When we go to buy our lunches every day we don’t think about all the food that’s going to be thrown out that night.
There are more than 65,000 students and staff and about 11 different food establishments on campus. Naturally, a lot of food is processed daily.
But according to executive chef of the Marketplace Food Court, Russell Weir, the college is below typical wastage in the industry, which is between three and five per cent of food purchased.
“I think that the food waste in our department is very minimal,” he said.
The Marketplace Food Court located in the D-building is one of the busiest and most popular cafeterias on campus, which means they process and sell the most food.
Asked whether any of the unsold food gets donated to the college food bank, Weir said he didn’t believe so.

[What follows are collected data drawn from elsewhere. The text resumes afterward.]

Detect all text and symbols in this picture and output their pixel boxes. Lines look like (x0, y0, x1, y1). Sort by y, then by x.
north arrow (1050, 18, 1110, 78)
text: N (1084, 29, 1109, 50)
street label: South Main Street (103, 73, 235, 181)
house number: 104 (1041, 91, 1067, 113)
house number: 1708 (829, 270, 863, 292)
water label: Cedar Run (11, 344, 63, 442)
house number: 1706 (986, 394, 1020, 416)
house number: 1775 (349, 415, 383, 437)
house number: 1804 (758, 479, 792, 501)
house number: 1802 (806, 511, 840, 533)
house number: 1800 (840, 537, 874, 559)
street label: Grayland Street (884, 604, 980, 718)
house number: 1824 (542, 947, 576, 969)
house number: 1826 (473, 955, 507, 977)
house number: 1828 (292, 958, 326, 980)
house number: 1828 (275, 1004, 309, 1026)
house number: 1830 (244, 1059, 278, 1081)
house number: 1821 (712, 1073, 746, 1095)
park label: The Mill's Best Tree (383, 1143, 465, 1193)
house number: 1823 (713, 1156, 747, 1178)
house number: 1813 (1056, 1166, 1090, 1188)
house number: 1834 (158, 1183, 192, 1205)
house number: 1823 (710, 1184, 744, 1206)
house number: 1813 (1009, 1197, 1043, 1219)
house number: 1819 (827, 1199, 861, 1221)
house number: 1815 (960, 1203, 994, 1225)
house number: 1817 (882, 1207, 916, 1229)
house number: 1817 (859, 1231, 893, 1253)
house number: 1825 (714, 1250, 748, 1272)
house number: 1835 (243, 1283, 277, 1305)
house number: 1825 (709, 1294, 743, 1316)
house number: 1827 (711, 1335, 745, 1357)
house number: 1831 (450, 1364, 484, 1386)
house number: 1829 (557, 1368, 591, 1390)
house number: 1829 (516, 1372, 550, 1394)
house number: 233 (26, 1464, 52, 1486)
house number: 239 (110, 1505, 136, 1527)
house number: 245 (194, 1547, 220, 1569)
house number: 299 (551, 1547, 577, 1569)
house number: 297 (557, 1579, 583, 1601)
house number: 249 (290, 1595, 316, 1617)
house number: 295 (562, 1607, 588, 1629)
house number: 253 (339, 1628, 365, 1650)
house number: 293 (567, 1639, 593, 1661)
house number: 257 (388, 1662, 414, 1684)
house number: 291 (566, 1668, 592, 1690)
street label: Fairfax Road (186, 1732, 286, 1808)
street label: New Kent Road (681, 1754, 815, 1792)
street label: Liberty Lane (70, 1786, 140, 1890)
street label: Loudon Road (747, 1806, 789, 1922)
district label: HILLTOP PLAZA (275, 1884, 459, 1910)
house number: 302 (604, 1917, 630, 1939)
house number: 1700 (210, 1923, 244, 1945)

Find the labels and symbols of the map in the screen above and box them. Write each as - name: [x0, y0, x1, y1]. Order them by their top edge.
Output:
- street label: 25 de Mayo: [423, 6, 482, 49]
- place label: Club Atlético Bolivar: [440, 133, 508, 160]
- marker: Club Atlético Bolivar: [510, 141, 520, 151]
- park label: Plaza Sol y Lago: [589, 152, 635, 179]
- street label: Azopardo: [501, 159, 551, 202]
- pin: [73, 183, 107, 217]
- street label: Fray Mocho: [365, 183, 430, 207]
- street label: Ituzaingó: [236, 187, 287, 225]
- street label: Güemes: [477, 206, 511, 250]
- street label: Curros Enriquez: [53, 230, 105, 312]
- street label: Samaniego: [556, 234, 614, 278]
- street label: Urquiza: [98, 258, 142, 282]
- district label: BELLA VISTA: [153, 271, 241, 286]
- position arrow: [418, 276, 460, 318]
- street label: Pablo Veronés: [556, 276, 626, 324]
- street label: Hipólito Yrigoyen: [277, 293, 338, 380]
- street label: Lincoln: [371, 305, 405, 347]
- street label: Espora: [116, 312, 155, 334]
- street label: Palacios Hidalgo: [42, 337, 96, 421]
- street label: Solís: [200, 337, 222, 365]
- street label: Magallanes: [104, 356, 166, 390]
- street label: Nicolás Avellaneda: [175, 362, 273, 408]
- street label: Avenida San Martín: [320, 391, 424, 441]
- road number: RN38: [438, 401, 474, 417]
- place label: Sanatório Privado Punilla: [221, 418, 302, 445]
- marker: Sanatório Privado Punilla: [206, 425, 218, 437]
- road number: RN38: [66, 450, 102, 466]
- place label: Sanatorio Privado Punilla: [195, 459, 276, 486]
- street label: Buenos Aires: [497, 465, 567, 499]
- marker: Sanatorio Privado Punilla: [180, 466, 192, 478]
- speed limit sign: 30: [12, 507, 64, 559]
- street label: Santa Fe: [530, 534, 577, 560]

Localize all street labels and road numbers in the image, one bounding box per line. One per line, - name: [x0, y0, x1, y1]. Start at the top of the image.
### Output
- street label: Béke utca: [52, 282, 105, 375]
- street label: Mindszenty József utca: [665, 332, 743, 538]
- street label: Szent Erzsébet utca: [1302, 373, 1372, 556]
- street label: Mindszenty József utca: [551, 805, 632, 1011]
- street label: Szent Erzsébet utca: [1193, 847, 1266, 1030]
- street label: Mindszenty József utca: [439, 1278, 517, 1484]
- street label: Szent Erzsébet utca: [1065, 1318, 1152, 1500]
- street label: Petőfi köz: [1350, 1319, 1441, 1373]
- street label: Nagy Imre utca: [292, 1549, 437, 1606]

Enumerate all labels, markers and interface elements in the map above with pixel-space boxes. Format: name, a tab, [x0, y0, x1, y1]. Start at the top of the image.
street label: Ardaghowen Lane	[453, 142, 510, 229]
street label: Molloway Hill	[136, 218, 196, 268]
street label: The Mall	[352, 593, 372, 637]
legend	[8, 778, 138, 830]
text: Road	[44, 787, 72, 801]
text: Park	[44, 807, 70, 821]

The cafeteria has donated to The Ottawa Mission and Shepherds of Good Hope in the past. But Andre Villeneuve, food services senior operations manager, said the strict requirements of food banks and shelters sometimes make it difficult to donate.
“These places don’t necessarily accept the food that we prepare.”
And that food is needed for thousands each day.
“We touch over 13,000 people per day through our food service outlets. We have a mandate to be ready for them. If everybody came everyday like clockwork, we would have no waste,” said Weir.
“We’re the producers but the end users have a huge factor in this as well,” added Villeneuve. “We try to control as much as what we can control.”